Record extracts —

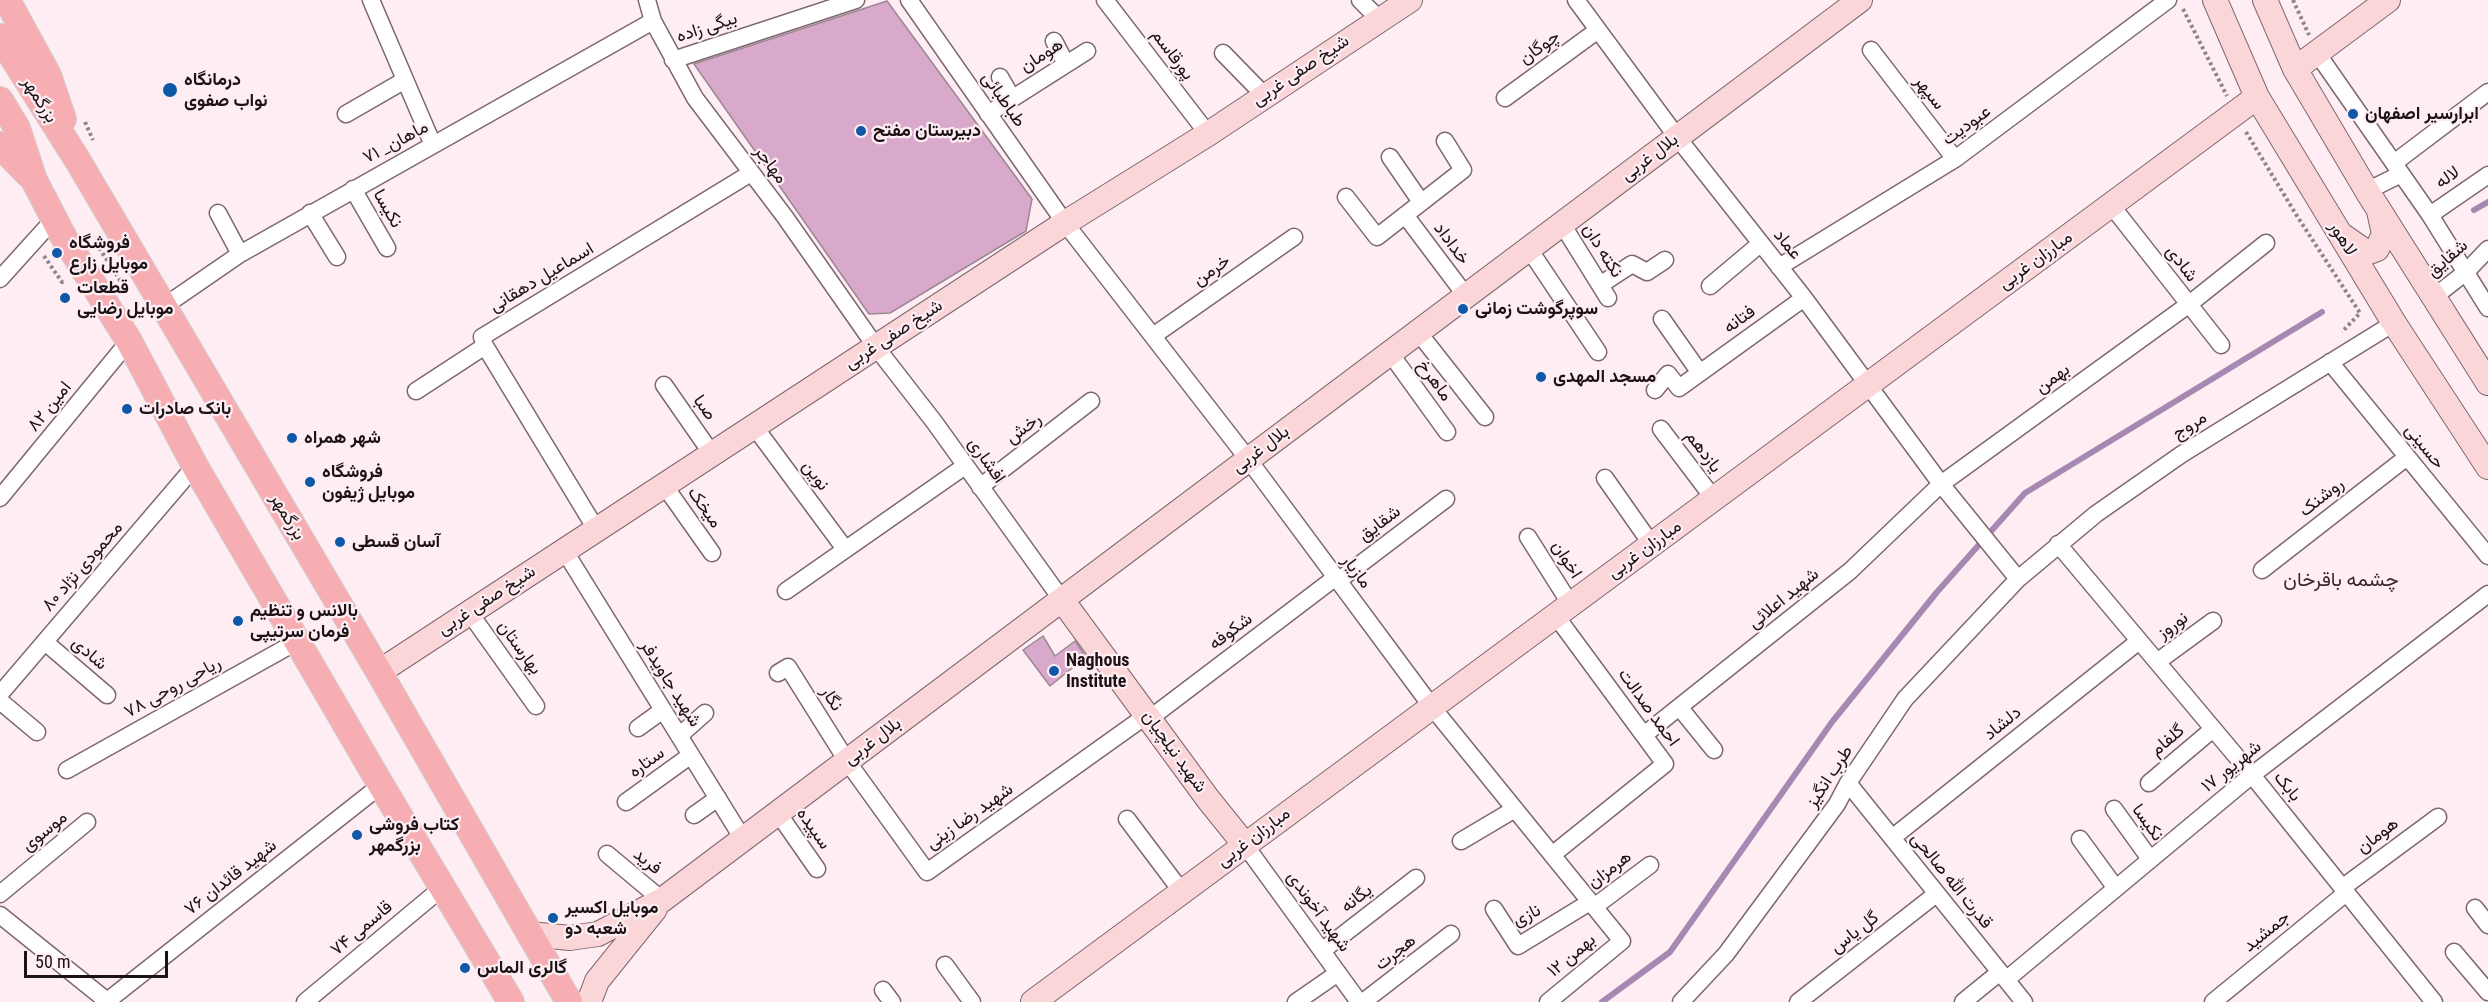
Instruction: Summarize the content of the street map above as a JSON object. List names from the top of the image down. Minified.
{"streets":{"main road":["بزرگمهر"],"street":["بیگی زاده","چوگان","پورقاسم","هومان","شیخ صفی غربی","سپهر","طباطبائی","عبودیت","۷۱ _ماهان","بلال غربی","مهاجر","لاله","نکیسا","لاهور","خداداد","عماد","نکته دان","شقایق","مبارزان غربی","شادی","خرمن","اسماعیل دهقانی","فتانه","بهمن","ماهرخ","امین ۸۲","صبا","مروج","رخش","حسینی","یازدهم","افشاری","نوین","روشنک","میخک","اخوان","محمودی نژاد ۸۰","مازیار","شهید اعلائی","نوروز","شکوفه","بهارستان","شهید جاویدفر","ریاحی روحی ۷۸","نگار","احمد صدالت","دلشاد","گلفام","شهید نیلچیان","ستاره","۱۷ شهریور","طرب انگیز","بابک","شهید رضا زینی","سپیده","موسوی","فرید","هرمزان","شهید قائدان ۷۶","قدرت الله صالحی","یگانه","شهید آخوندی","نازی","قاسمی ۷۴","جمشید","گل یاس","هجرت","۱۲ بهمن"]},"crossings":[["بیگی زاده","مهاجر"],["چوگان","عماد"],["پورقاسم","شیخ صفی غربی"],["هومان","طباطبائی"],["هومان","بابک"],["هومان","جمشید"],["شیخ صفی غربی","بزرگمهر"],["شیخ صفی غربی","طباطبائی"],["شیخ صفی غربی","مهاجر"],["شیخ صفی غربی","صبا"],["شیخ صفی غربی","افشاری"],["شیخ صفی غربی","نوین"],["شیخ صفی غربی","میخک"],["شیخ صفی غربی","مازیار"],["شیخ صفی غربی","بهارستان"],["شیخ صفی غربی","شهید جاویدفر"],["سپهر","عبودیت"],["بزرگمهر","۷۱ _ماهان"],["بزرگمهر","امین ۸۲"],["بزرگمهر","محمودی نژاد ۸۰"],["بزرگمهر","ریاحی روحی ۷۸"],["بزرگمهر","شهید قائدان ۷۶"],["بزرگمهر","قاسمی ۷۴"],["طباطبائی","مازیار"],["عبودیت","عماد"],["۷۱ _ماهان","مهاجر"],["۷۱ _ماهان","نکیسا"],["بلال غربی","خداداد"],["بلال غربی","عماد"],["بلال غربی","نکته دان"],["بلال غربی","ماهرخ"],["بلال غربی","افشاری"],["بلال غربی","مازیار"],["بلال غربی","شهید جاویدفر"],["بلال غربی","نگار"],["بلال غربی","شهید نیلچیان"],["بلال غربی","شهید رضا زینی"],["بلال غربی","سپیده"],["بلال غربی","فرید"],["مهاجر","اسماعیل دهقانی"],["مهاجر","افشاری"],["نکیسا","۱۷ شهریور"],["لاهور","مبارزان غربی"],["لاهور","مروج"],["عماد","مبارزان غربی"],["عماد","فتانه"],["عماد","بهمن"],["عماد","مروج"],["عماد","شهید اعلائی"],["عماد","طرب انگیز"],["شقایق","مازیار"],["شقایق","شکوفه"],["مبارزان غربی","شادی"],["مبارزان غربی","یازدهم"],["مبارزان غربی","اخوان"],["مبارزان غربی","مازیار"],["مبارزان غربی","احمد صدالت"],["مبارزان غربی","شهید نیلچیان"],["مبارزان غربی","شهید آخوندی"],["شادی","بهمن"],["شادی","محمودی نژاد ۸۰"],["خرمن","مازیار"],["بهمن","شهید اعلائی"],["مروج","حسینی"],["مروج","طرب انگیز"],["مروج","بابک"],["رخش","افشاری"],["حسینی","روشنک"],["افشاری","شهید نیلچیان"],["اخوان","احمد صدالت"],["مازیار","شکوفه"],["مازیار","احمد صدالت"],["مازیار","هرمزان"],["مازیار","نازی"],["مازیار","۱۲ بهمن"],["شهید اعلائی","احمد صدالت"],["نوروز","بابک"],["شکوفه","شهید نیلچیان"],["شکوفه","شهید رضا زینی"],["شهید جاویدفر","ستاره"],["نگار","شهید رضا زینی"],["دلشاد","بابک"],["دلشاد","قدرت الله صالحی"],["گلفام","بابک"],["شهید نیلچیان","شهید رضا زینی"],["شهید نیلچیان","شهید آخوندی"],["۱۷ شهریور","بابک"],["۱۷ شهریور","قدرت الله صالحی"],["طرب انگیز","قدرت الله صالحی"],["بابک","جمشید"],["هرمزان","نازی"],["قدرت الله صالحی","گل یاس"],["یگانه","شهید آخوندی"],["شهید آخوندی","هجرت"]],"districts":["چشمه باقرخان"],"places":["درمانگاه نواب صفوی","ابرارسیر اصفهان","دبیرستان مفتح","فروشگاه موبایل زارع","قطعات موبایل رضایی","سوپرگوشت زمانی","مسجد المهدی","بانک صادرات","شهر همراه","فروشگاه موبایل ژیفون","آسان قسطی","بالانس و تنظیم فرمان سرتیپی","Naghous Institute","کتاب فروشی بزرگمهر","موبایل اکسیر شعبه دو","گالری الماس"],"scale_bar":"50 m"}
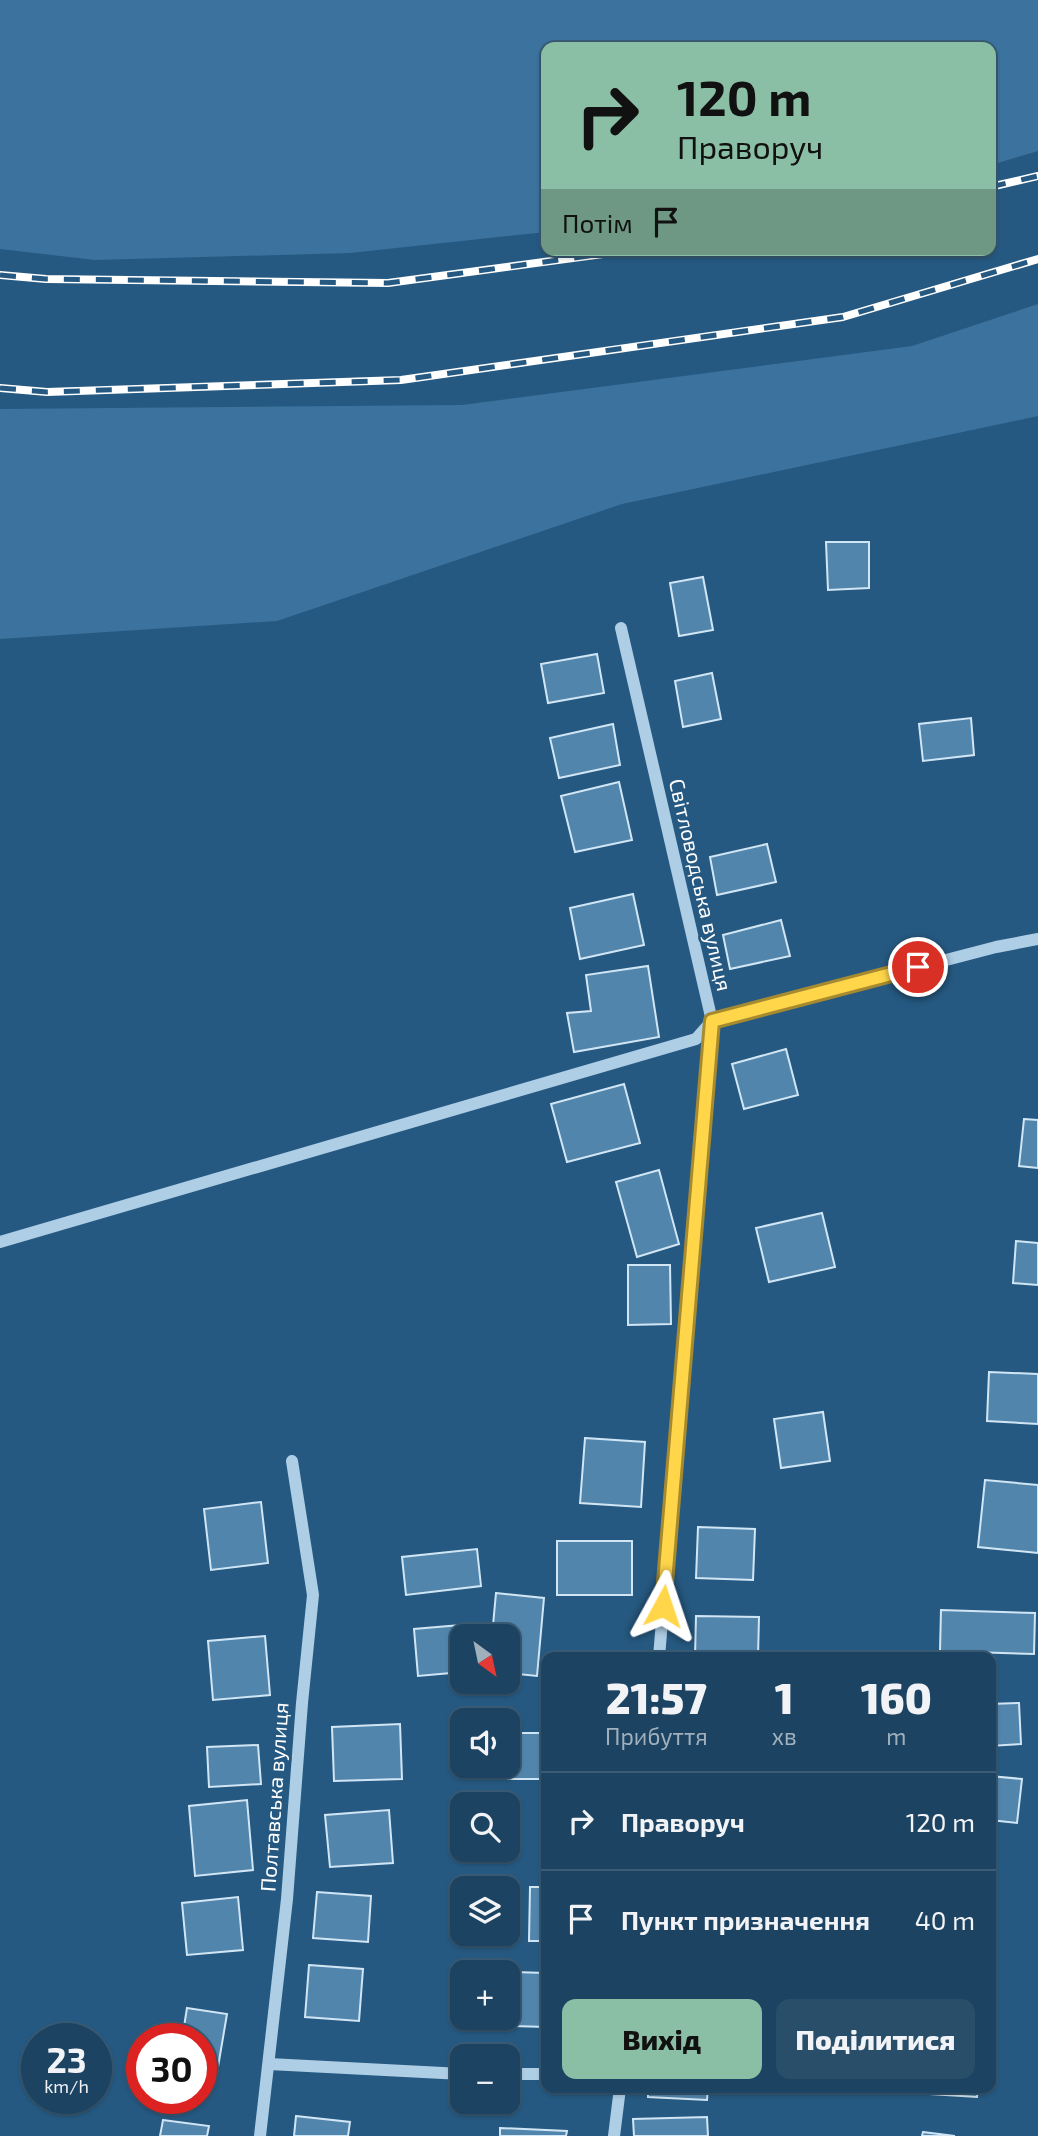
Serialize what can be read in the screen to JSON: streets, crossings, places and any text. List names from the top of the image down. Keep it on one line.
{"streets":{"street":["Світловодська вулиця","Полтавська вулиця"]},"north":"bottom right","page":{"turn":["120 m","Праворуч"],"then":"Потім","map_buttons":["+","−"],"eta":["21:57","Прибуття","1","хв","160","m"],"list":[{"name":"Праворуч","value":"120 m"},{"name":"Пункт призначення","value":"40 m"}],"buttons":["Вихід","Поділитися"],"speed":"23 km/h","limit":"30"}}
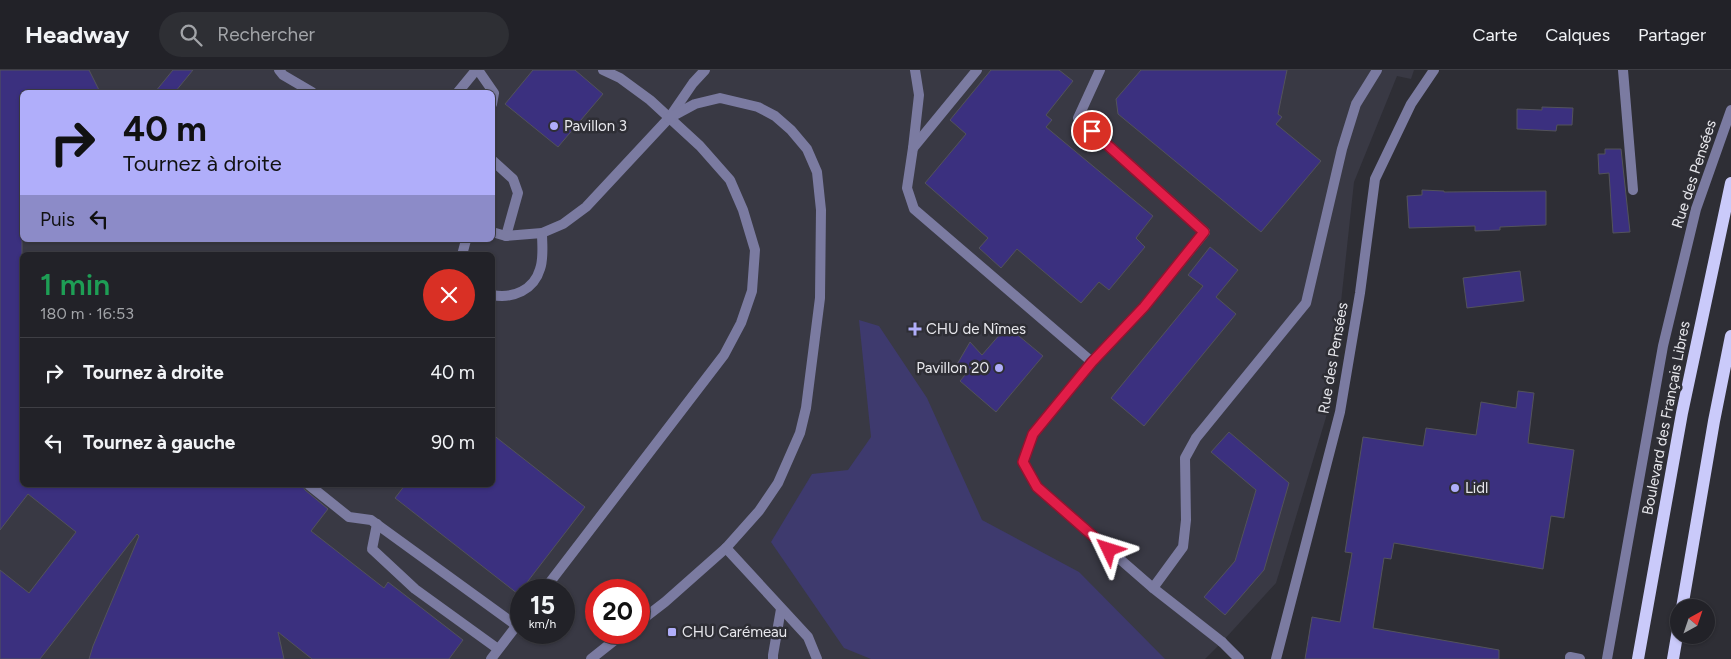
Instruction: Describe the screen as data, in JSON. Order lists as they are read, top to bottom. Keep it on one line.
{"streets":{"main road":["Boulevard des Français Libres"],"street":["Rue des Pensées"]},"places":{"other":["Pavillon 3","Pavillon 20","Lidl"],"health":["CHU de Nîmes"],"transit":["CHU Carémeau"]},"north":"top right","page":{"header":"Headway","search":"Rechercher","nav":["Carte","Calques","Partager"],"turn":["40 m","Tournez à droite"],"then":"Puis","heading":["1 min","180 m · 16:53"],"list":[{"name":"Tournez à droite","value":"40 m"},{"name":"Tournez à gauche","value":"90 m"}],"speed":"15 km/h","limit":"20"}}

Problem details — Exactly the lines from the one containing "Serialize what can" through the end of the data above: repeat those, both ends included, and nothing else. Skip the pictures.

Written solution —
Serialize what can be read in the screen to JSON: streets, crossings, places and any text. List names from the top of the image down. Keep it on one line.
{"streets":{"street":["Світловодська вулиця","Полтавська вулиця"]},"north":"bottom right","page":{"turn":["120 m","Праворуч"],"then":"Потім","map_buttons":["+","−"],"eta":["21:57","Прибуття","1","хв","160","m"],"list":[{"name":"Праворуч","value":"120 m"},{"name":"Пункт призначення","value":"40 m"}],"buttons":["Вихід","Поділитися"],"speed":"23 km/h","limit":"30"}}
Instruction: Describe the screen as data, in JSON. Order lists as they are read, top to bottom. Keep it on one line.
{"streets":{"main road":["Boulevard des Français Libres"],"street":["Rue des Pensées"]},"places":{"other":["Pavillon 3","Pavillon 20","Lidl"],"health":["CHU de Nîmes"],"transit":["CHU Carémeau"]},"north":"top right","page":{"header":"Headway","search":"Rechercher","nav":["Carte","Calques","Partager"],"turn":["40 m","Tournez à droite"],"then":"Puis","heading":["1 min","180 m · 16:53"],"list":[{"name":"Tournez à droite","value":"40 m"},{"name":"Tournez à gauche","value":"90 m"}],"speed":"15 km/h","limit":"20"}}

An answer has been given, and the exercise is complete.